El soldado montado que yo había ido a rescatar no era un coracero de los nuestros, sino uno de los salvajes que antes habían marchado a nuestra derecha. Lo habían herido, y cuando vi la sangre recordé que me habían herido a mí también. Tenía la pierna rígida y estaba casi sin fuerzas. Yo habría vuelto a la cresta sur del valle y a nuestras líneas si hubiera sabido por dónde ir. Tal como estaban las cosas, solté el freno del pío y le di un buen golpe de riendas, pues había oído que estos animales suelen regresar al último lugar donde bebieron y descansaron. Rompió en un paso rápido que pronto se hizo galope. Una vez dio un salto, despidiéndome por poco de la silla, y mirando abajo vi un destriero muerto con Erblon muerto junto a él, y la corneta de bronce y el estandarte negro y verde tirados en la hierba quemada. Habría hecho doblar al pío y regresado a buscarlos, pero cuando pude frenarlo ya no reconocí el lugar. A mi derecha, entre el humo, había una línea de jinetes, oscura y casi amorfa, pero dentada. Lejos, atrás, se cernía una máquina que disparaba fuego, una máquina como una torre andante.
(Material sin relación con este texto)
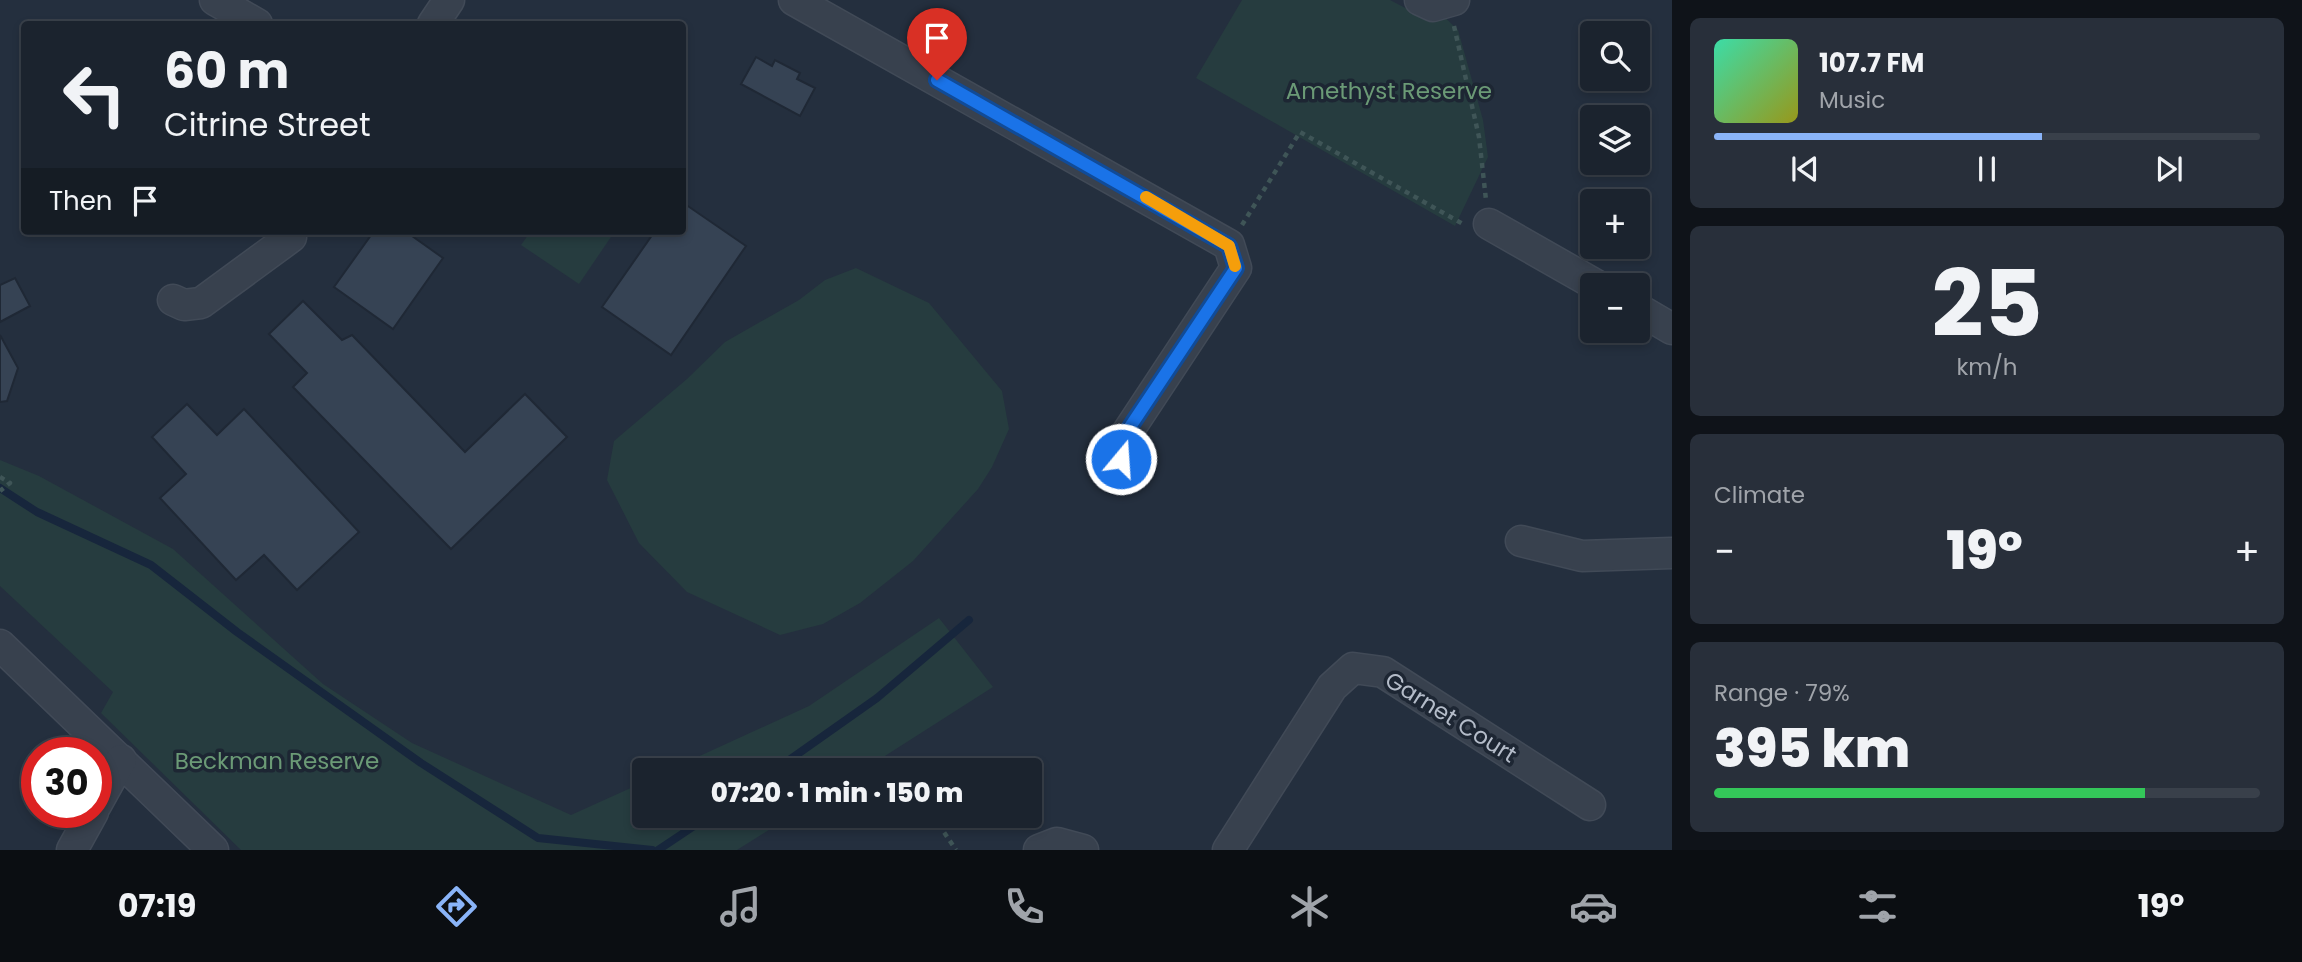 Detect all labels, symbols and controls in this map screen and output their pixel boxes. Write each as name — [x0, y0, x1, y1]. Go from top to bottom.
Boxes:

En un momento se hicieron casi invisibles; al siguiente estaban sobre mí como un torrente. No puedo decir quiénes eran los jinetes ni qué bestias montaban; no porque lo haya olvidado (pues yo no conozco el olvido) sino porque no vi nada claramente. No era cuestión de luchar, sólo de intentar sobrevivir de alguna manera. Esquivé el golpe de un arma retorcida que no era espada ni hacha; el pío reculó y vi una flecha saliéndole del pecho como un cuerno de fuego. Un jinete chocó contra nosotros y rodamos en la oscuridad.